What happened
Two separate airspace incidents occurred within the Tahiti Flight Information Region (FIR) in early 2002 involving Qantas and United Airlines aircraft.
On 31 January 2002, three aircraft were operating near the PUMIS waypoint. The flight QFA26 requested a climb to FL330 via datalink. The air traffic controller, who was managing the tower alone at the time, mistakenly sent a pre-formatted message to QFA26 instructing it to "CLIMB TO AND MAINTAIN F330, DUE TO TRAFFIC." However, the controller had intended to instruct a different aircraft, QFA25, to maintain its level. This instruction caused QFA26 to climb into the path of ANZ1, which was at FL340. The aircraft avoided a collision after the ANZ1 crew identified the conflict via TCAS. The pilots of both Qantas flights subsequently filed airprox reports.
On 8 February 2002, a second incident occurred involving QFA25, ANZ5, and UAL841. The controller intended to clear QFA25 to FL350 only after it had cleared the path of ANZ5 to avoid a conflict with UAL841. However, the controller sent the climb authorization via datalink prematurely. Upon realizing the error, the controller attempted to contact the pilot via HF radio, but the pilot did not respond. The controller eventually corrected the instruction via a second datalink message, instructing the aircraft to maintain FL330.
The investigation
The investigation, conducted by the BEA in collaboration with the ATSB, examined the operational environment in the Tahiti FIR. Investigators reviewed the VIVO system, which is used for flight visualization and Controller-Pilot Data Link Communication (CPDLC). The investigation focused on the technical performance of the HF radio, the adequacy of tower manning, and the effectiveness of controller training on the VIVO interface. The investigation also looked into the use of pre-formatted versus free-text messages by both pilots and controllers.
Findings
Several contributing factors were identified in both incidents:
- Controller Error: In the first event, the controller sent an incorrect instruction due to a failure to re-read a pre-formatted message.

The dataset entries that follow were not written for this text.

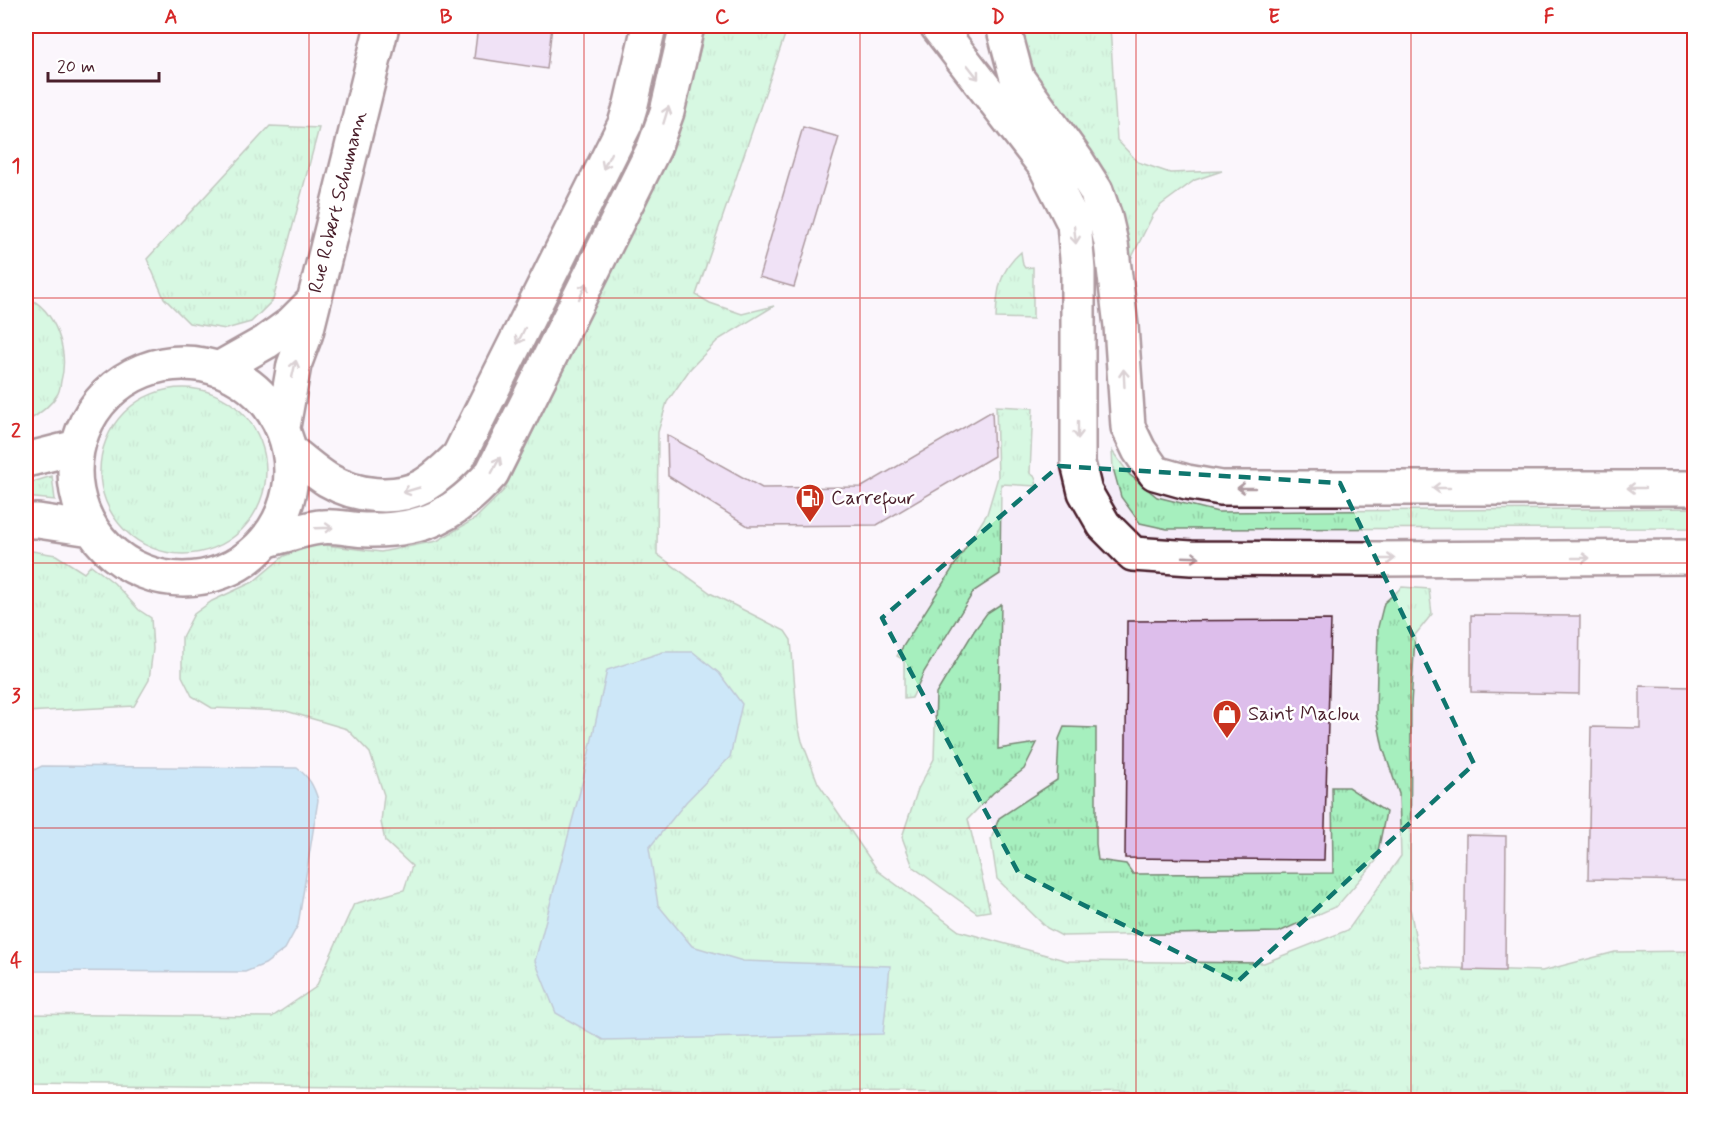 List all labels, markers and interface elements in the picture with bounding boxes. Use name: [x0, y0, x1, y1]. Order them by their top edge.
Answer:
text: A: [164, 4, 178, 31]
text: B: [440, 4, 453, 31]
text: C: [715, 4, 730, 31]
text: D: [991, 4, 1005, 31]
text: E: [1268, 4, 1280, 31]
text: F: [1544, 4, 1555, 31]
scale bar: [48, 45, 159, 83]
text: 20 m: [57, 55, 95, 79]
one-way arrow: [966, 64, 979, 80]
one-way arrow: [661, 106, 672, 125]
street label: Rue Robert Schumann: [302, 108, 374, 296]
one-way arrow: [601, 152, 613, 170]
text: 1: [12, 153, 20, 180]
one-way arrow: [1070, 225, 1081, 245]
one-way arrow: [577, 283, 589, 300]
one-way arrow: [514, 326, 526, 344]
one-way arrow: [288, 360, 300, 379]
one-way arrow: [1118, 369, 1129, 389]
text: 2: [11, 418, 21, 445]
one-way arrow: [1072, 420, 1084, 440]
one-way arrow: [491, 457, 502, 475]
fuel station icon: Carrefour: [794, 482, 826, 524]
one-way arrow: [1237, 482, 1257, 494]
one-way arrow: [1432, 482, 1452, 494]
one-way arrow: [1627, 482, 1647, 494]
one-way arrow: [402, 485, 421, 496]
place label: Carrefour: [831, 485, 915, 514]
one-way arrow: [314, 522, 334, 534]
one-way arrow: [1181, 552, 1200, 563]
one-way arrow: [1570, 552, 1590, 564]
one-way arrow: [1375, 553, 1395, 565]
text: 3: [11, 683, 21, 710]
shop icon: Saint Maclou: [1211, 698, 1243, 740]
place label: Saint Maclou: [1248, 701, 1360, 728]
text: 4: [10, 948, 22, 975]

In the second event, the controller sent a clearance prematurely due to a reflex action.
- Human-Machine Interface: The VIVO system's interface contributed to errors, specifically regarding the ease of sending pre-formatted messages and the difficulty in validating messages during high workload.
- Staffing Levels: During the first incident, the controller was working alone in the tower, which increased the risk of error during high-traffic periods.
- Communication Quality: Poor sound quality on the HF radio frequency made it difficult for the controller to understand the situation and hindered the transcription of radio exchanges.
- Training and Procedures: There was a lack of ongoing training for the VIVO system, and the use of CPDLC messages was not always strictly standardized, with pilots occasionally using free-text messages that were not promptly addressed.